Current issues in attributes
Issues around attributes have become the central theme in federated identity, particularly as the understandings around authentication coalesce. Carried as payloads in authentication assertions or via other channels, attributes are at the core of both privacy preservation and scalable access control.
For the purposes of this paper, attributes are understood to mean a set of data objects about individuals, with a controlled set of values the objects can have. Their common syntax and semantics are agreed on (formally or informally) by a community of interest and are used for exchanges, typically around access control, within that community. Protocols such as SAML and Open ID Connect are used to implement the exchanges. Attributes of interest include: citizenship, address, accessibility needs, preferred language, licensed content access entitlements, etc. Note that some attributes, particularly in federated instances, do not exist per se within a directory but are calculated from directory values for on-the-wire transmission For example, because legal age varies by jurisdiction, the attribute “over legal age” might be best managed by dynamic calculation based on the jurisdictions of the IdP and RP.
One particularly important set of attributes for a person are called identifiers – values that have a one-one relationship with that person and so are potentially privacy-destructive. Because of that, care must be taken in the selection of identifiers for each specific use case. Important characteristics of identifiers include opacity, scope of uniqueness, human readability, reassignment, etc.
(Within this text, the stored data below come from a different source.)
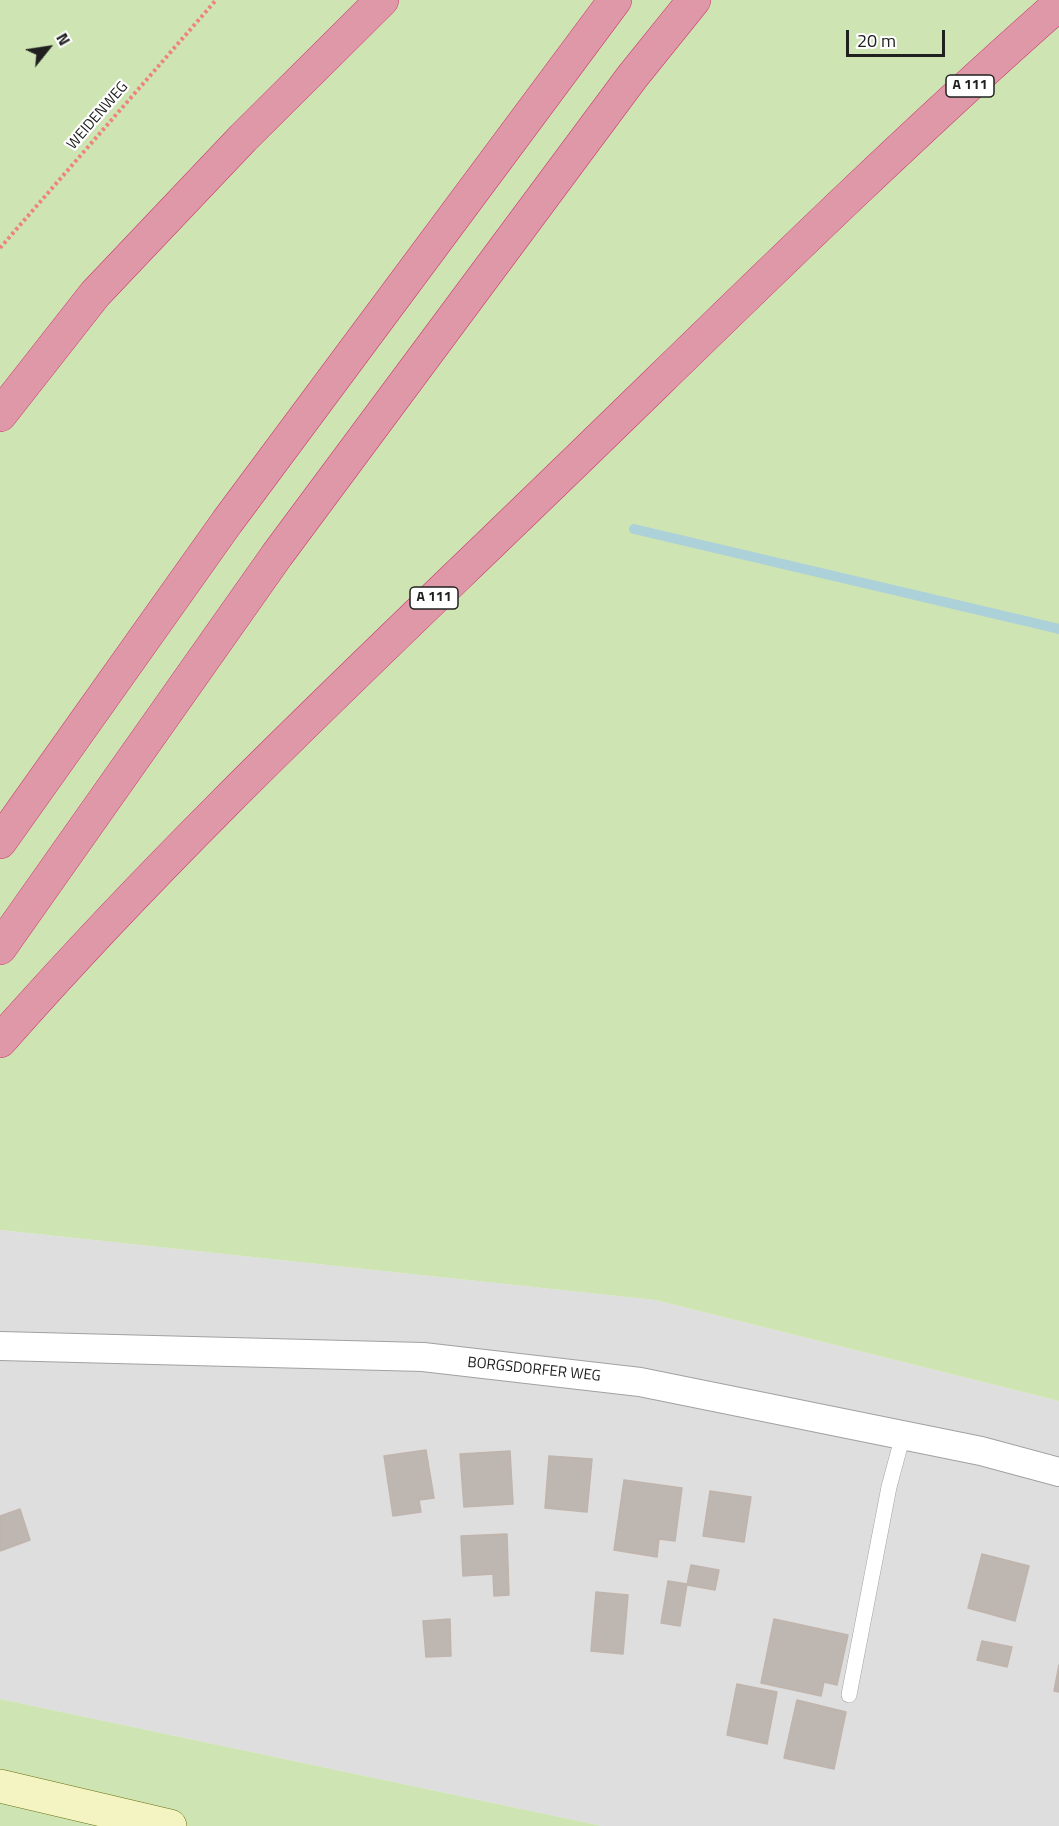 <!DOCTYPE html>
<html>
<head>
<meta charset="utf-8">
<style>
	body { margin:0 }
	#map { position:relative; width:1059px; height:1826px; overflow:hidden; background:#f0ede8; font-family:"Titillium Web",sans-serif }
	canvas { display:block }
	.north { position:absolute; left:18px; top:18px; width:60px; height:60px; -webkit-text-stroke:4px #fff; paint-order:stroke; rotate:60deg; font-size:16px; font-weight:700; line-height:24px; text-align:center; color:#202020 }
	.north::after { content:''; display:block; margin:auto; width:21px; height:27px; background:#202020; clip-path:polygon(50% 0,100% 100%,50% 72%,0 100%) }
	.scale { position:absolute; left:846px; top:30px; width:99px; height:27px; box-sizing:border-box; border:3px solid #202020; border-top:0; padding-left:8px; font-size:18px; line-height:21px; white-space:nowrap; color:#202020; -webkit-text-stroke:4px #fff; paint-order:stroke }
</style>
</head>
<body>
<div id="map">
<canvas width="1059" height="1826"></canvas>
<div class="north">N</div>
<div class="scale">20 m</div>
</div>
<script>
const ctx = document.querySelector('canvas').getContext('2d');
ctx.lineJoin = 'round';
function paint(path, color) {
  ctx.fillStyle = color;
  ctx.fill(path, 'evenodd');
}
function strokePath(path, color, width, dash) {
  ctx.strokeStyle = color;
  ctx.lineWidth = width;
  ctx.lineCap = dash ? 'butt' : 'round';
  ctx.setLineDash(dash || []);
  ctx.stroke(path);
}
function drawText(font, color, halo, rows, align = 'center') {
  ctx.font = font + ' "Titillium Web",sans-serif';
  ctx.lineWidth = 4.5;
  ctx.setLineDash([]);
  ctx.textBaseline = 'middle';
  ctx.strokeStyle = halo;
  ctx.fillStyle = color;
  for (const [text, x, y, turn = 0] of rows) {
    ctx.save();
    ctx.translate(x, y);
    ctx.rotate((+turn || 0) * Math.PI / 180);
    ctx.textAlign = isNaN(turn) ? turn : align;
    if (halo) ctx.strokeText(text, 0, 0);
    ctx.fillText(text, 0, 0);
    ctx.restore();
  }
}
paint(new Path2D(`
	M0,1230L655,1300L1059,1401V1826H602L0,1699Z`), '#dedede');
paint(new Path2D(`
	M0,0H1059V1401L655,1300L0,1230Z
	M0,1699L602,1826H0Z`), '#cee5b3');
strokePath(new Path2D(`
	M634,529L1059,629`), '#add1d9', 10);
const building = new Path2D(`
	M426,1450L434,1498L419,1500L421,1512L393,1516L384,1456Z
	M510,1451L513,1504L464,1507L460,1454Z
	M549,1456L592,1459L587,1512L545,1508Z
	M624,1480L682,1488L675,1541L659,1539L657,1557L614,1550Z
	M710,1491L751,1497L744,1542L703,1536Z
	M20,1509L30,1540L0,1551V1516Z
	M507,1534L509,1595L494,1596L493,1574L463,1576L461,1536Z
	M982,1554L1029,1566L1015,1621L968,1608Z
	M691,1565L719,1570L715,1590L687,1585Z
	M668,1581L687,1584L680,1626L661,1623Z
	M596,1592L628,1595L623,1654L591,1651Z
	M450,1619L451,1656L426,1657L423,1621Z
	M774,1619L848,1635L837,1685L824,1682L821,1696L761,1683Z
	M982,1641L1012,1647L1007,1667L977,1660Z
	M1059,1665V1692L1054,1691Z
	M737,1684L777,1692L767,1744L727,1735Z
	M797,1700L846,1712L834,1769L784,1758Z`);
paint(building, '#bdb6b1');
strokePath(building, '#c0b4ac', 1.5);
const lane = new Path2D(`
	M849,1695L889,1487L903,1435`);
const street = new Path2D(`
	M0,1346L423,1357L640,1382L981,1451L1059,1472`);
const secondary = new Path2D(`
	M0,1786L170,1826`);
const highway = new Path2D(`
	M0,415L95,294L243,138L382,0
	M0,842L227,522L615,0
	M0,948L277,555L632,77L694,0
	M0,1041C169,849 356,674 540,496C711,331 880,162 1059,4`);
strokePath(lane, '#a1a1a1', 16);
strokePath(street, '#a1a1a1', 30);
strokePath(secondary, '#696f10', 34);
strokePath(highway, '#cb3871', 34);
strokePath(new Path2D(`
	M0,248L216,0`), '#ed837c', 4, [3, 3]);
strokePath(lane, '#fff', 15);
strokePath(street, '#fff', 28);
strokePath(secondary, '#f4f4c2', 33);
strokePath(highway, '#df98a8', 33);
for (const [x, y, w] of [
	[970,86,48],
	[434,598,48]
]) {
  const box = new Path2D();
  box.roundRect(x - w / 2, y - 11, w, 22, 4.5);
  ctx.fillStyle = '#fff';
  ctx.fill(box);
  strokePath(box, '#202020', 1.5);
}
drawText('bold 14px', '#202020', null, [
	["A 111",970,86],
	["A 111",434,598]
]);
drawText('15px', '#202020', '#fff', [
	["WEIDENWEG",98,116,-49],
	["BORGSDORFER WEG",534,1370,6]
]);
</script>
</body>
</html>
Identifiers in widespread use include email addresses, display names, login accounts, edupersonTargetedId, MBUN, etc.
Discussions go back to the Tao of Attributes workshop at NIST in 2009. More recently, conversations have been occurring in Kantara, IETF, Refeds, the NSTIC IDESG and OASIS. This report is based upon those set of conversations as well as involvement in the international identity space. It should be noted that many of the issues and findings could be considered as part of the attribute metadata discussions now forming under ISOC. Activities now beginning around that topic could inform many of the issues identified below.
In addition, some of the Scalable Privacy deliverables played a key role in shaping this report. The citizen centric attribute registry that was established at resulted in interactions with several sectors about their needs and approaches. And, most recently, the ongoing development of PrivacyLens, a next-gen consent manager, has elevated a number of concerns about some of the attributes discussed below. All of these deliverables can be found on the project website at https://spaces.at.internet2.edu/display/scalepriv/Scalable+Privacy
The state of understanding about identifiers:
For all their simplicity, there has been little effort to leverage identifiers to preserve privacy. Part of the reason is concern over how to represent the issues to users; part may be managing public perceptions; part is that the marketplace prefers identity rich information rather than the privacy that identifiers can provide.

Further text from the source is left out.